L’Italia liberata, la guerra russa e la resistenza dei popoli in armi

MASSIMO GIANNINI

La sofferenza umana! Sarà ricordata, nei secoli a venire? Perché le pietre degli enormi palazzi e la gloria dei generali restano, ma la sofferenza no; la sofferenza è fatta di lacrime e sussurri, di ultimi respiri e del rantolo di chi muore, di grida di disperazione e di dolore, ma scompare senza lasciare traccia, insieme al fumo e alla polvere che il vento disperde nella steppa…». Sono i pensieri che l’immenso Vasilij Grossman fa brillare nella mente di Zenja, una delle donne-coraggio del monumentale “Stalingrado”, appena pubblicato da Adelphi. Anche lei, come altri, viene dall’Ucraina, che allora era sovietica. Cammina tra le macerie, per le strade della città devastata dai bombardamenti tedeschi, e osserva corpi che vagano, pregano, agonizzano. Vede una vecchia che sta morendo, mentre accarezza per l’ultima volta suo figlio. Si chiede cosa accadrà dopo, quando tutto sarà finito. Che ne sarà di questo legno storto che chiamiamo uomo, travolto dal fiume della Storia?

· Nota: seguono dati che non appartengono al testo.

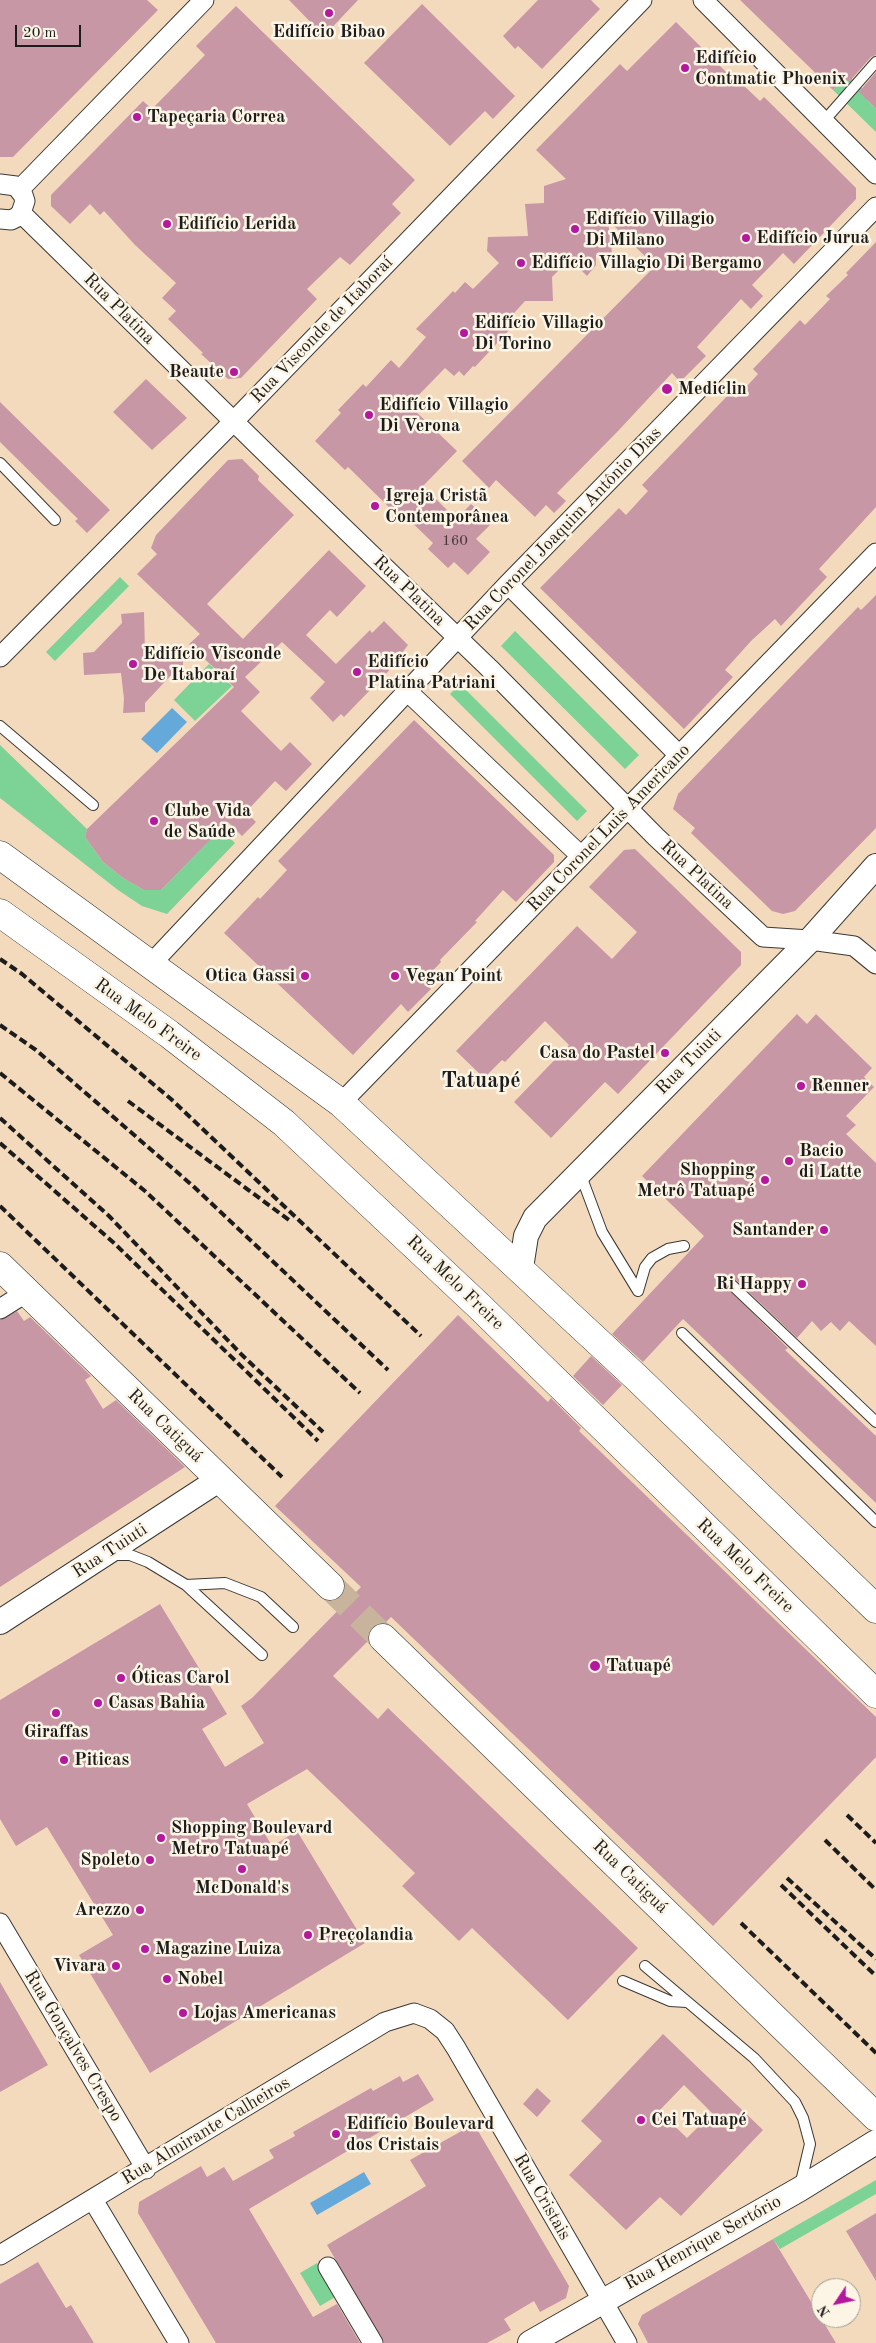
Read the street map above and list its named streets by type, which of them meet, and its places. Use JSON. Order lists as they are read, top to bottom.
{
  "streets": {
    "main road": ["Rua Melo Freire", "Rua Catiguá"],
    "street": [
      "Rua Platina",
      "Rua Visconde de Itaboraí",
      "Rua Coronel Joaquim Antônio Dias",
      "Rua Coronel Luis Americano",
      "Rua Tuiuti",
      "Rua Gonçalves Crespo",
      "Rua Almirante Calheiros",
      "Rua Cristais",
      "Rua Henrique Sertório"
    ]
  },
  "crossings": [
    ["Rua Platina", "Rua Visconde de Itaboraí"],
    ["Rua Platina", "Rua Coronel Joaquim Antônio Dias"],
    ["Rua Platina", "Rua Coronel Luis Americano"],
    ["Rua Platina", "Rua Tuiuti"],
    ["Rua Tuiuti", "Rua Catiguá"],
    ["Rua Gonçalves Crespo", "Rua Almirante Calheiros"],
    ["Rua Almirante Calheiros", "Rua Cristais"],
    ["Rua Cristais", "Rua Henrique Sertório"]
  ],
  "districts": ["Tatuapé"],
  "places": [
    "Edifício Bibao",
    "Edifício Contmatic Phoenix",
    "Tapeçaria Correa",
    "Edifício Lerida",
    "Edifício Villagio Di Milano",
    "Edifício Jurua",
    "Edifício Villagio Di Bergamo",
    "Edifício Villagio Di Torino",
    "Beaute",
    "Mediclin",
    "Edifício Villagio Di Verona",
    "Igreja Cristã Contemporânea",
    "Edifício Visconde De Itaboraí",
    "Edifício Platina Patriani",
    "Clube Vida de Saúde",
    "Otica Gassi",
    "Vegan Point",
    "Casa do Pastel",
    "Renner",
    "Bacio di Latte",
    "Shopping Metrô Tatuapé",
    "Santander",
    "Ri Happy",
    "Tatuapé",
    "Óticas Carol",
    "Casas Bahia",
    "Giraffas",
    "Piticas",
    "Shopping Boulevard Metro Tatuapé",
    "Spoleto",
    "McDonald's",
    "Arezzo",
    "Preçolandia",
    "Magazine Luiza",
    "Vivara",
    "Nobel",
    "Lojas Americanas",
    "Cei Tatuapé",
    "Edifício Boulevard dos Cristais"
  ],
  "house_numbers": ["160"],
  "scale_bar": "20 m",
  "north": "bottom left"
}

Dolore e memoria: è la “materia” di cui sono fatti i nostri incubi, in questa vigilia di 25 aprile. Noi festeggiamo la sconfitta del nazifascismo, mentre gli ucraini soffrono e muoiono sotto le bombe di Putin. Vicende storiche diverse, ma è impossibile non vederle connesse nella tragedia di un Novecento che non si rassegna mai a finire. Negli anni passati siamo riusciti a dividerci sul giorno della Liberazione perché, per usare la vecchia formula di Ennio Flaiano, una “trascurabile maggioranza” della destra italiana non ha mai fatto i conti con se stessa, accettando una volta per tutte l’idea che a far nascere la nostra democrazia sia stata la Resistenza.

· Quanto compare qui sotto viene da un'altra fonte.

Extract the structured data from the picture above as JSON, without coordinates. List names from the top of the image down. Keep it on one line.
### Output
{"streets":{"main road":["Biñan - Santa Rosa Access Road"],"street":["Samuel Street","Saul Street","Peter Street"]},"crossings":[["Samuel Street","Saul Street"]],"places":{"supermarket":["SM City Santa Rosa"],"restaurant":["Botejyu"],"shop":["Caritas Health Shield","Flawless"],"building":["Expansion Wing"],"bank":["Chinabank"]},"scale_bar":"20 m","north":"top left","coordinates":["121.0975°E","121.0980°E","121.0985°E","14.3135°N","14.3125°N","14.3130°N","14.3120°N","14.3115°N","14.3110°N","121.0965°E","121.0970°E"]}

L’esito, nel tempo, è stato scandaloso: una specie di “cancel culture” al contrario, tra “Bella Ciao” bandita nelle scuole e proposte di legge per trasformare il 25 aprile nella liberazione dal fascismo e dal comunismo. Quest’anno siamo riusciti a dividerci perché una deprecabile minoranza della sinistra italiana considera sacrilego qualunque accostamento tra la nostra Resistenza e quella degli ucraini, rifiutando a priori l’idea che Putin sia il carnefice e quel popolo la vittima. L’esito, qui ed ora, è stato vergognoso: una sorta di maccartismo incrociato, tra “russofili” pagati dal Cremlino e “amerikani” al soldo della Casa Bianca.

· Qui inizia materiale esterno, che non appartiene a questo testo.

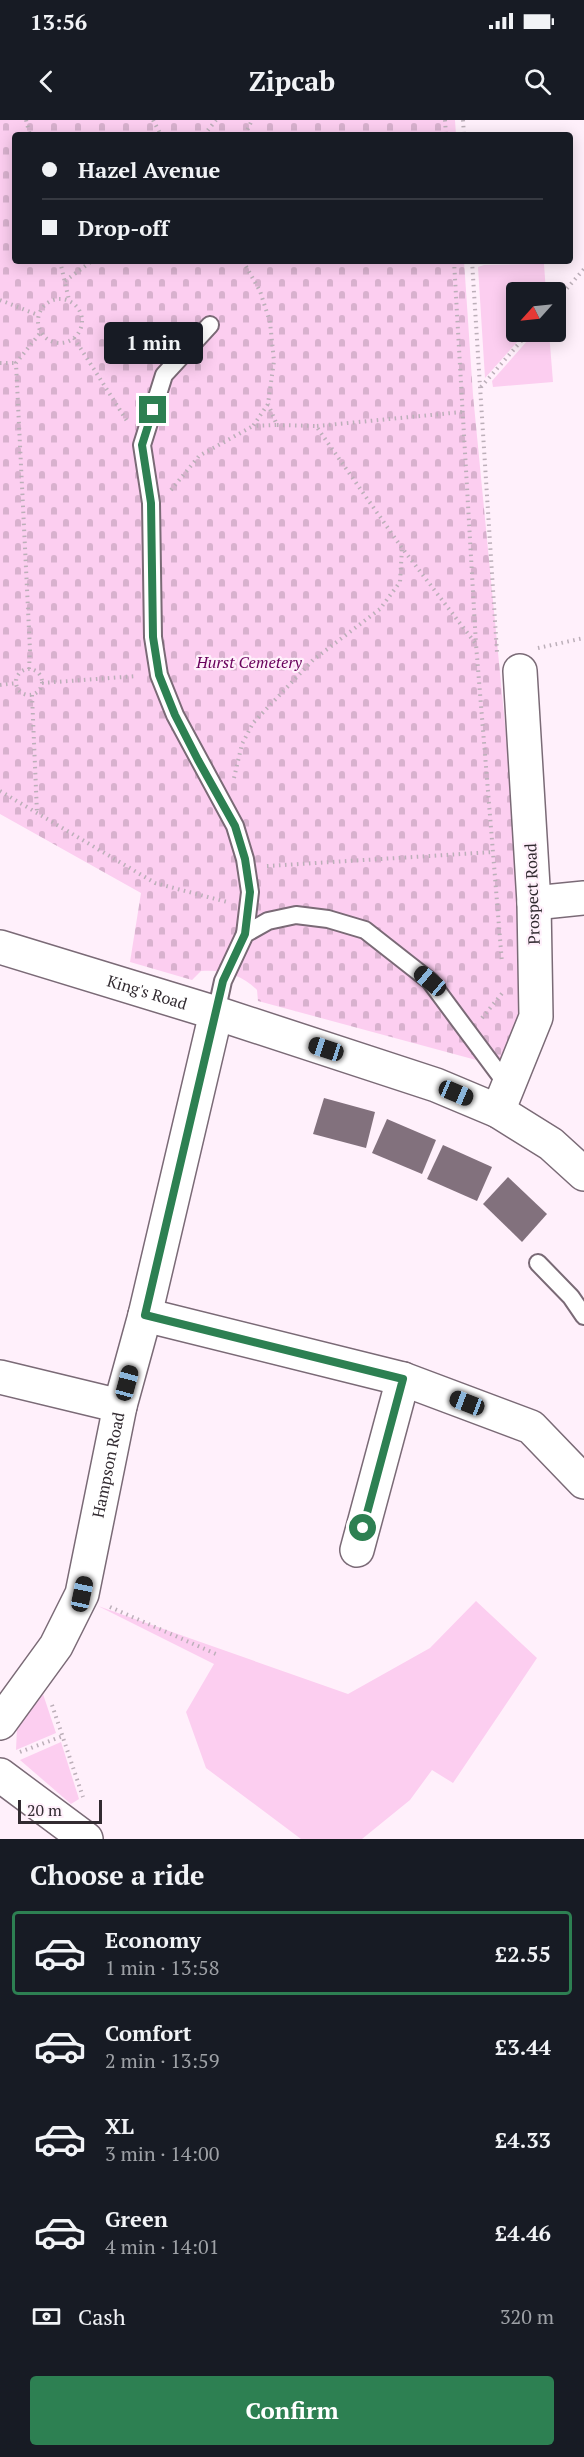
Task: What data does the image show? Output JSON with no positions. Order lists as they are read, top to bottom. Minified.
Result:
{"streets":{"street":["Prospect Road","King's Road","Hampson Road"]},"crossings":[["Prospect Road","King's Road"],["King's Road","Hampson Road"]],"parks":["Hurst Cemetery"],"scale_bar":"20 m","north":"bottom left","page":{"status":"13:56","header":"Zipcab","banner":["Hazel Avenue","Drop-off"],"bubble":"1 min","scale":"20 m","heading":"Choose a ride","list":[{"name":"Economy","note":"1 min · 13:58","value":"£2.55"},{"name":"Comfort","note":"2 min · 13:59","value":"£3.44"},{"name":"XL","note":"3 min · 14:00","value":"£4.33"},{"name":"Green","note":"4 min · 14:01","value":"£4.46"}],"pay":["Cash","320 m"],"buttons":"Confirm"}}
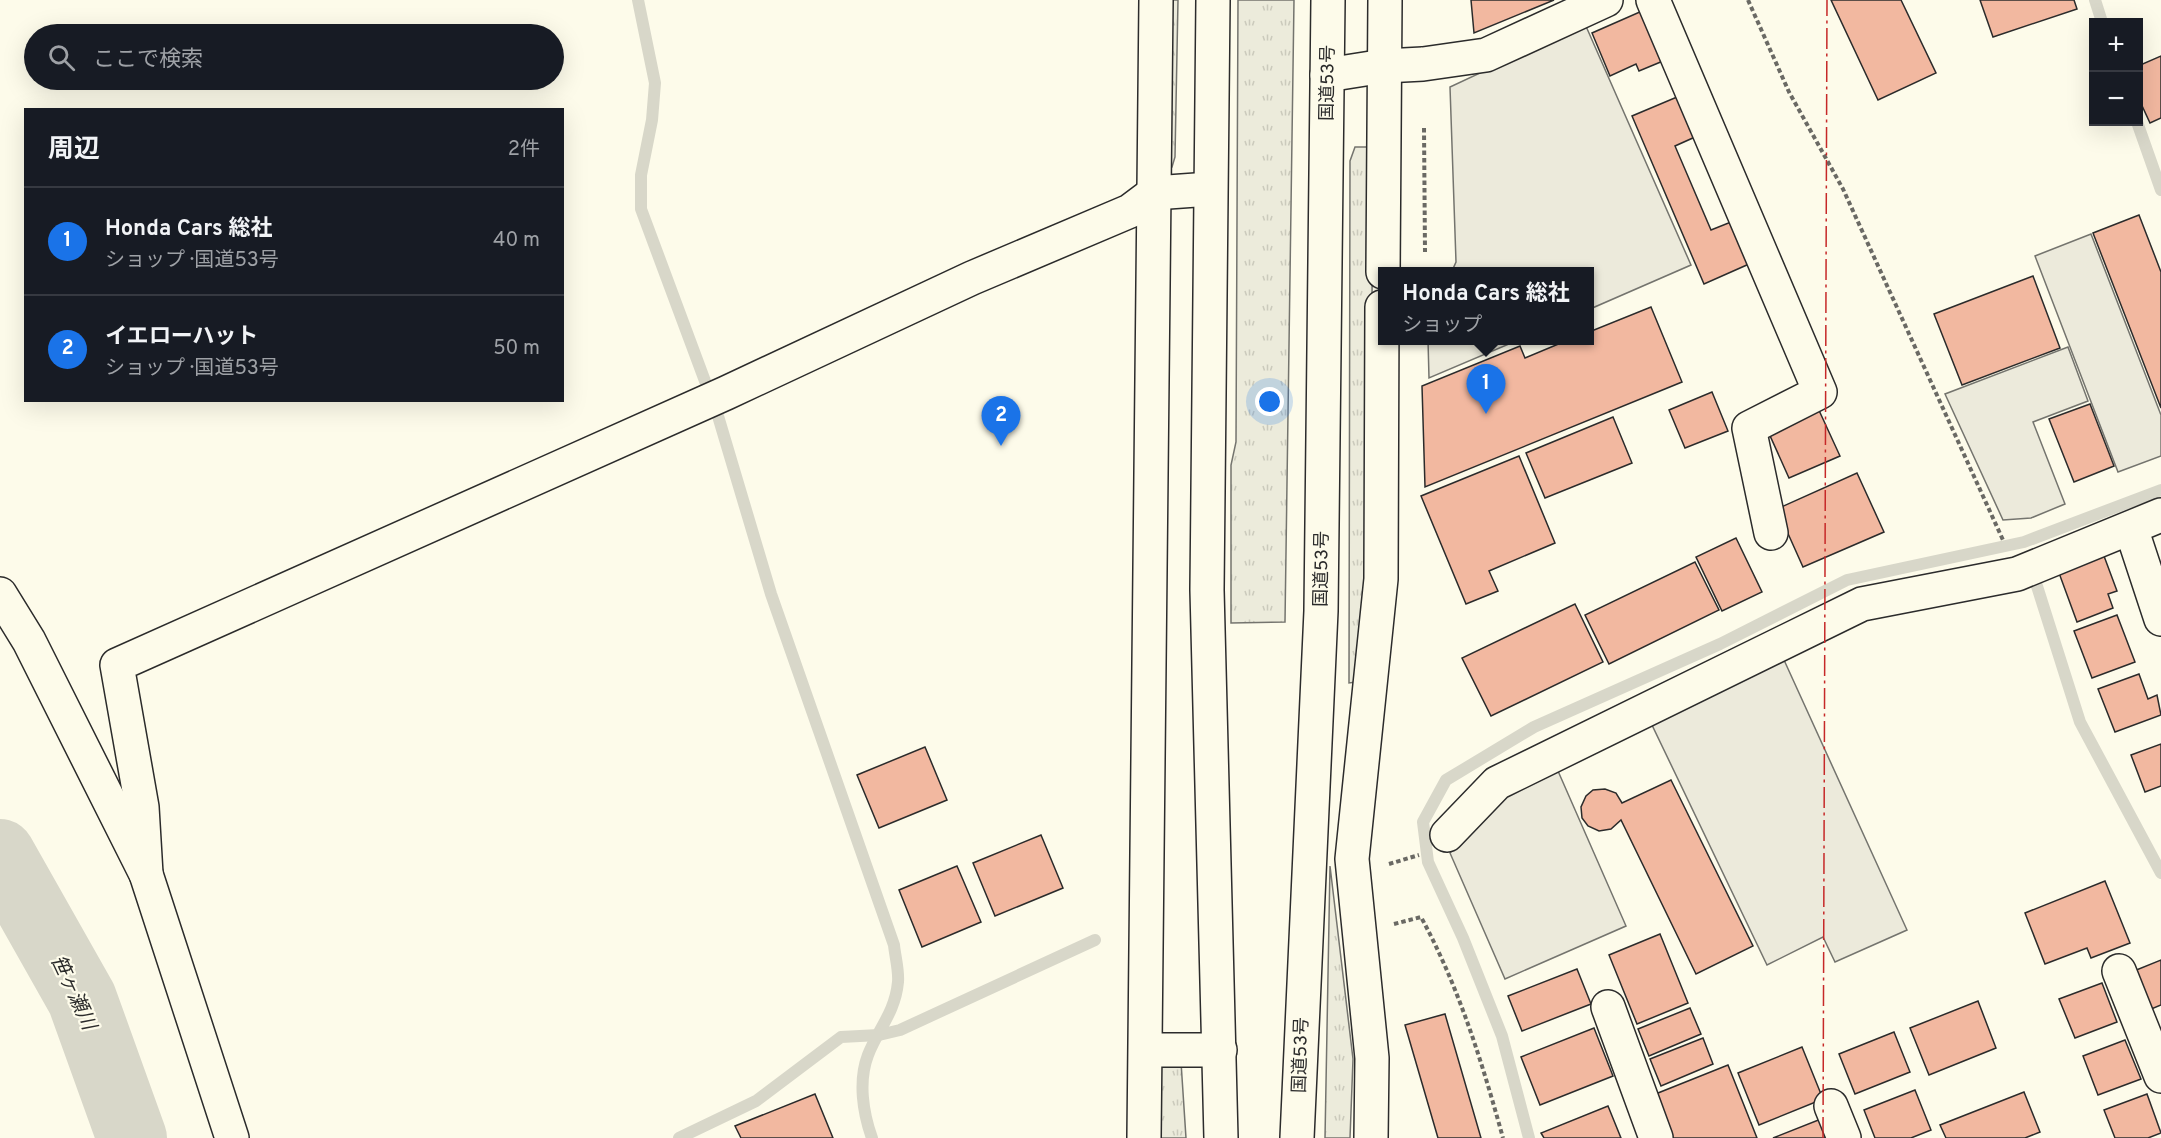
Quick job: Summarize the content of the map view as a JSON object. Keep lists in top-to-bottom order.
{
  "streets": {
    "main road": ["国道53号"]
  },
  "water": ["笹ヶ瀬川"],
  "page": {
    "map_buttons": ["+", "−"],
    "search": "ここで検索",
    "heading": ["周辺", "2件"],
    "list": [
      {
        "mark": "1",
        "name": "Honda Cars 総社",
        "note": "ショップ · 国道53号",
        "value": "40 m"
      },
      {
        "mark": "2",
        "name": "イエローハット",
        "note": "ショップ · 国道53号",
        "value": "50 m"
      }
    ],
    "popup": ["Honda Cars 総社", "ショップ"],
    "pins": ["1", "2"]
  }
}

Sergio Mattarella ha rimesso ordine nel caos. Con il 25 aprile ricordiamo la rivolta morale e militare contro l’oppressore Mussolini: un “popolo in armi” riconquistò la libertà e la pace, dopo la guerra voluta dal regime fascista. Con il 25 aprile celebriamo «la data fondativa della nostra democrazia», la ricomposizione dell’unità nazionale e la riconciliazione sancita dalla Costituzione, che è la culla di tutti i diritti e la casa di tutti gli italiani. Con il 25 aprile ricordiamo «la sofferenza dei civili», contro i quali si accanirono le camicie nere e quelle brune. Gli stessi crimini si stanno consumando oggi con la sporca guerra russa contro l’Ucraina. Un «attacco violento e ingiustificato» ai danni di uno Stato indipendente. Un’invasione che ci riporta «alle pagine più buie dell’imperialismo» e che richiede una solidarietà «ferma e coesa» verso l’Ucraina. Dovrebbe essere naturale, proprio per noi che gli stessi orrori li abbiamo vissuti durante il Ventennio: un’esperienza terribile, che sembra dimenticata in queste settimane «da chi manifesta disinteresse per le sorti e la libertà delle persone, accantonando valori comuni su cui si era faticosamente costruita, negli ultimi decenni, la pacifica convivenza tra i popoli».